Scalable Web Apps: Erlang + Python

Motivation

This post describes how to program scalable web applications with Erlang and Python using computational parallelism. Caching and load balancing are well documented elsewhere and beyond the scope of this post.

Web applications, by nature, span two drastically different programming domains: The high-level web design and development domain and the low-level, high-performance, and distributed domain. Since the internet has provided a bridge between these two domains, it’s now possible to realistically provide high-level user interfaces to high-performance back-end applications.

I prefer to do as much programming in Python and the Django web framework as possible because it’s just so easy. ErlyWeb is an Erlang web framework which should provide similar features to Django, though I’ve never used it. In a web application setting, it’s easy to have too many Apache/Python processes which max out server memory or the CPU. For those tasks, I like Erlang. Erlang has parallelism and distribution primitives, which are arguably more elegant than Python’s concurrency primitives, and has SMP support.

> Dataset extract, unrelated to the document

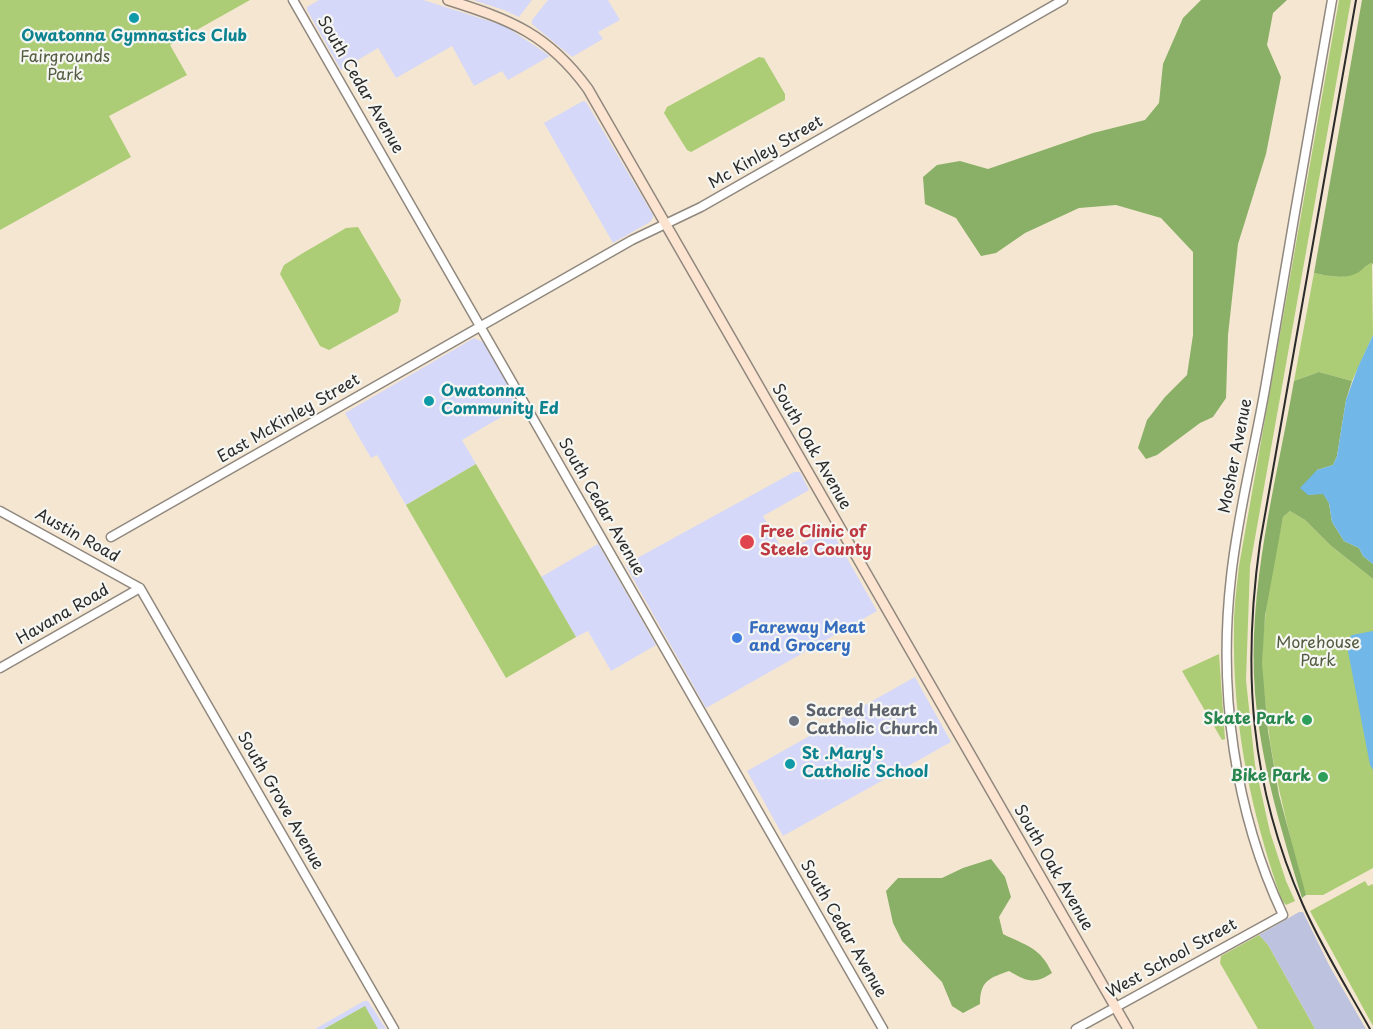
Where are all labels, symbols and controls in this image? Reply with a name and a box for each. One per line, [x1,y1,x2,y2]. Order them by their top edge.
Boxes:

Erlang + Python Communication

It seems like a no-brainier to use domain specific languages to ease development efforts in the corresponding domain but the tricky part is making multiple languages communicate when multiple domains are spanned. MochiMedia is a small company that builds many of their products around Erlang + Python and, after shopping around, I chose to use their method of interfacing between the two languages: HTTP + JSON. The data being sent between the two languages is serialized, sometimes with JSON, and then passed along via HTTP. This has a few benefits. First, since HTTP is being used, my Erlang cluster can be across the internet from my Python front-end server. Second, since I’m using an independent intermediate representation to serialize the data (JSON), any component of the application stack may be swapped out for something completely new.

Here’s how it’s done:

  1. Use MochiWeb to enable the Erlang nodes to communicate over HTTP. The latest version of Erlang and OpenSSL headers are needed to compile MochiWeb.
  2. Create a MochiWeb project skeleton. Since MochiWeb is a framework, a script is provided to help create a web server which uses MochiWeb.
  3. Modify the request handler to understand JSON. The only Erlang that really needs to be modified is in [project name]/src/[project name]_web.erl. This is where the processing code goes (ex: map/reduce).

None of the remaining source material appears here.